Light that has a wavelength of 668 nm passes through a slit 6.73 x 10^-6 m wide and falls on a screen that is 1.85 m away. What is the distance on the screen from the center of the central bright fringe in the third dark fringe on either side?

Homework Equations



I will discuss this in the attempt at the solution; however, my attempt will based on sin (theta) = m(wavelength/ width)

The Attempt at a Solution



I have drawn a diagram of what the problem basically states. Anyways...I first tried to find the angle between the length (1.85 m) and the area where the fringe resides (I called it X). So...my setup for the angle looks like this tan (theta) = x/1.85.

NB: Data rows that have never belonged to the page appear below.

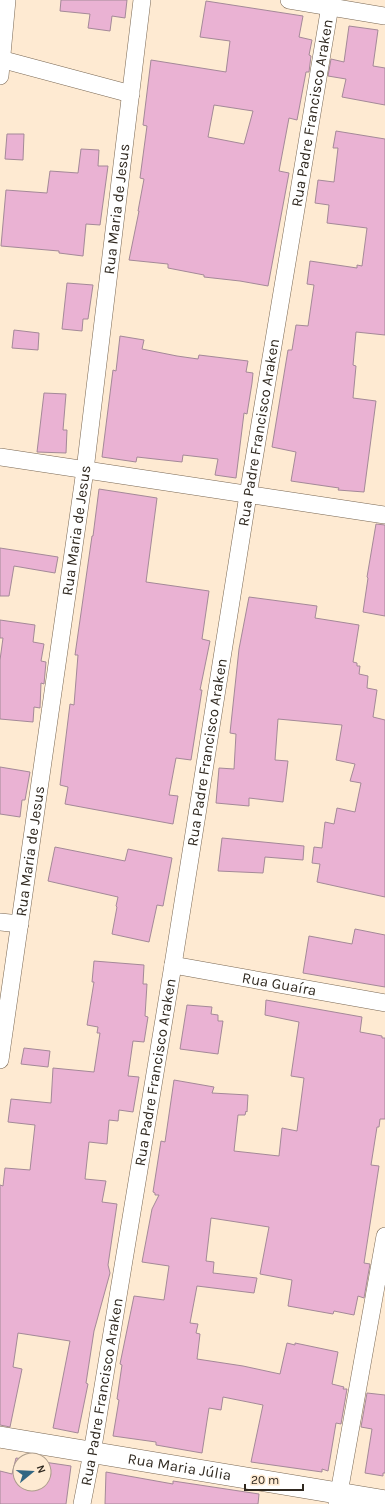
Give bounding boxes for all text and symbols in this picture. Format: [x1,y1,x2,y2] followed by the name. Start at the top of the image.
[287,18,337,208] street label: Rua Padre Francisco Araken
[100,143,134,275] street label: Rua Maria de Jesus
[234,337,283,528] street label: Rua Padre Francisco Araken
[58,464,95,597] street label: Rua Maria de Jesus
[183,657,231,848] street label: Rua Padre Francisco Araken
[12,785,48,918] street label: Rua Maria de Jesus
[241,969,318,1000] street label: Rua Guaíra
[131,977,180,1167] street label: Rua Padre Francisco Araken
[77,1297,127,1487] street label: Rua Padre Francisco Araken
[126,1449,233,1484] street label: Rua Maria Júlia
[12,1452,52,1492] north arrow
[34,1463,48,1475] text: N
[245,1466,303,1492] scale bar
[251,1473,279,1487] text: 20 m

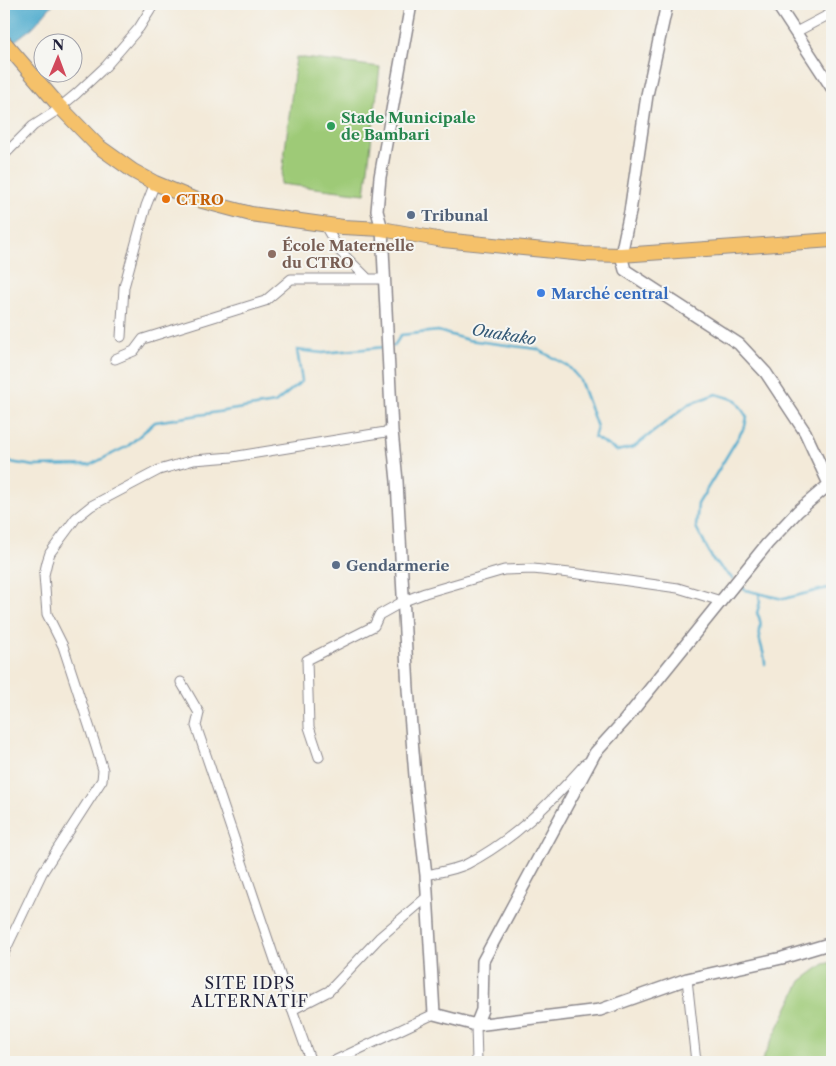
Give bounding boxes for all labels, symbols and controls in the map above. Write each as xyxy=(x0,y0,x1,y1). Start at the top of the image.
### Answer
north arrow xyxy=(32,32,82,82)
text: N xyxy=(52,36,64,54)
place label: Stade Municipale de Bambari xyxy=(341,108,476,144)
marker: Stade Municipale de Bambari xyxy=(325,120,337,132)
place label: CTRO xyxy=(176,190,224,209)
marker: CTRO xyxy=(160,193,172,205)
place label: Tribunal xyxy=(421,206,488,225)
marker: Tribunal xyxy=(405,209,417,221)
place label: École Maternelle du CTRO xyxy=(282,236,414,272)
marker: École Maternelle du CTRO xyxy=(266,248,278,260)
place label: Marché central xyxy=(551,284,669,303)
marker: Marché central xyxy=(535,287,547,299)
water label: Ouakako xyxy=(470,319,538,349)
place label: Gendarmerie xyxy=(346,556,450,575)
marker: Gendarmerie xyxy=(330,559,342,571)
district label: SITE IDPS ALTERNATIF xyxy=(190,973,309,1011)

Then, knowing that sin(theta) is similar (~) to tan (theta) I proceeded to find the answer by setting up x/1.85 = 3 (668x10^-9 m/ 6.73 x 10^-6 m) and found that x = 0.55 m.

^I used this equation: sin (theta) = m(wavelength/ width). Just in case there is any confusion!

I am confused with the answer discrepensy from my book and my approach...the book has the solution 0.576 m for the bright fringe. I am not sure whether my approach is wrong OR that the discrepensy is fine...Please let me know - even if there is a mathematical error (which I don't think is the case).

I appreciate all the help I can Get!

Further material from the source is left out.